Anyway your situation is tricky but I think you can get more out of your weekly training and still get good rest. If your night job is really physical or otherwise draining you may have to adjust accordingly. Remember that you need good recovery for supercompensation to work. If you're doing some really physical work that leaves you wasted then you need to be realistic about your training as well.

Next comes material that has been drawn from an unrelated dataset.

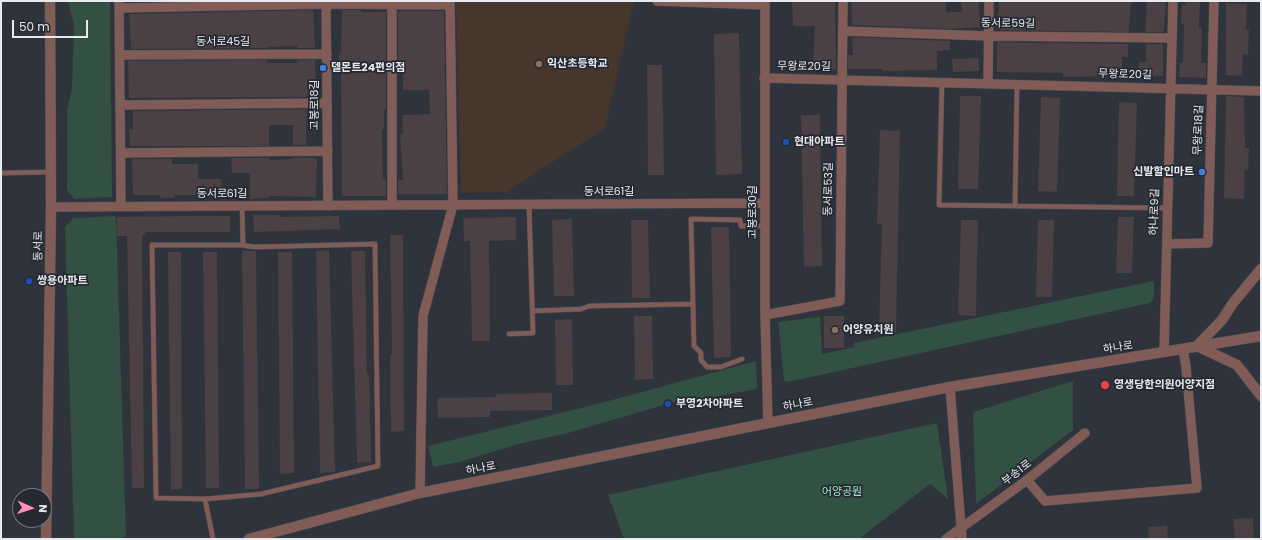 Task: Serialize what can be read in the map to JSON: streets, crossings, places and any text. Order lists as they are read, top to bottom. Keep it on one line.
{"streets":{"street":["동서로59길","동서로45길","무왕로20길","고봉로18길","무왕로18길","동서로53길","동서로61길","고봉로30길","하나로9길","동서로","하나로","부송1로"]},"crossings":[["동서로59길","동서로53길"],["동서로59길","하나로9길"],["동서로45길","고봉로18길"],["무왕로20길","무왕로18길"],["무왕로20길","동서로53길"],["무왕로20길","고봉로30길"],["무왕로20길","하나로9길"],["고봉로18길","동서로61길"],["무왕로18길","하나로9길"],["동서로53길","고봉로30길"],["동서로61길","고봉로30길"],["동서로61길","동서로"],["고봉로30길","하나로"],["하나로9길","하나로"]],"parks":["어양공원"],"places":["익산초등학교","델몬트24편의점","현대아파트","신발할인마트","쌍용아파트","어양유치원","영생당한의원어양지점","부영2차아파트"],"scale_bar":"50 m","north":"right"}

Good luck and keep us posted,
Dave
 
Ok Dave thanks for the reply, never actually thought of training in blocks will try it and see how it goes. I'm planning on doing a thing called the Wicklow 200 (200 km over the wicklow mountains) next month so hopefully some block training will help before that. In the meantime i've taken a few days off the bike, partly to rest and partly cos i'm a bit ****** at going so bad everytime i go out, but i'll be back in the saddle tomorrow ! Thanks again it's appreciated.
 
Best aid I've found for recovery is a carb/protein drink as soon as possible after the event. Powerbar makes a good one in a box, convenient to take with you and keep on ice in your vehicle. Believe it's got 40 grams of carbs, mostly sugar, and 10 grams of whey protein. At home, I just mix whey powder in a big glass of skim milk.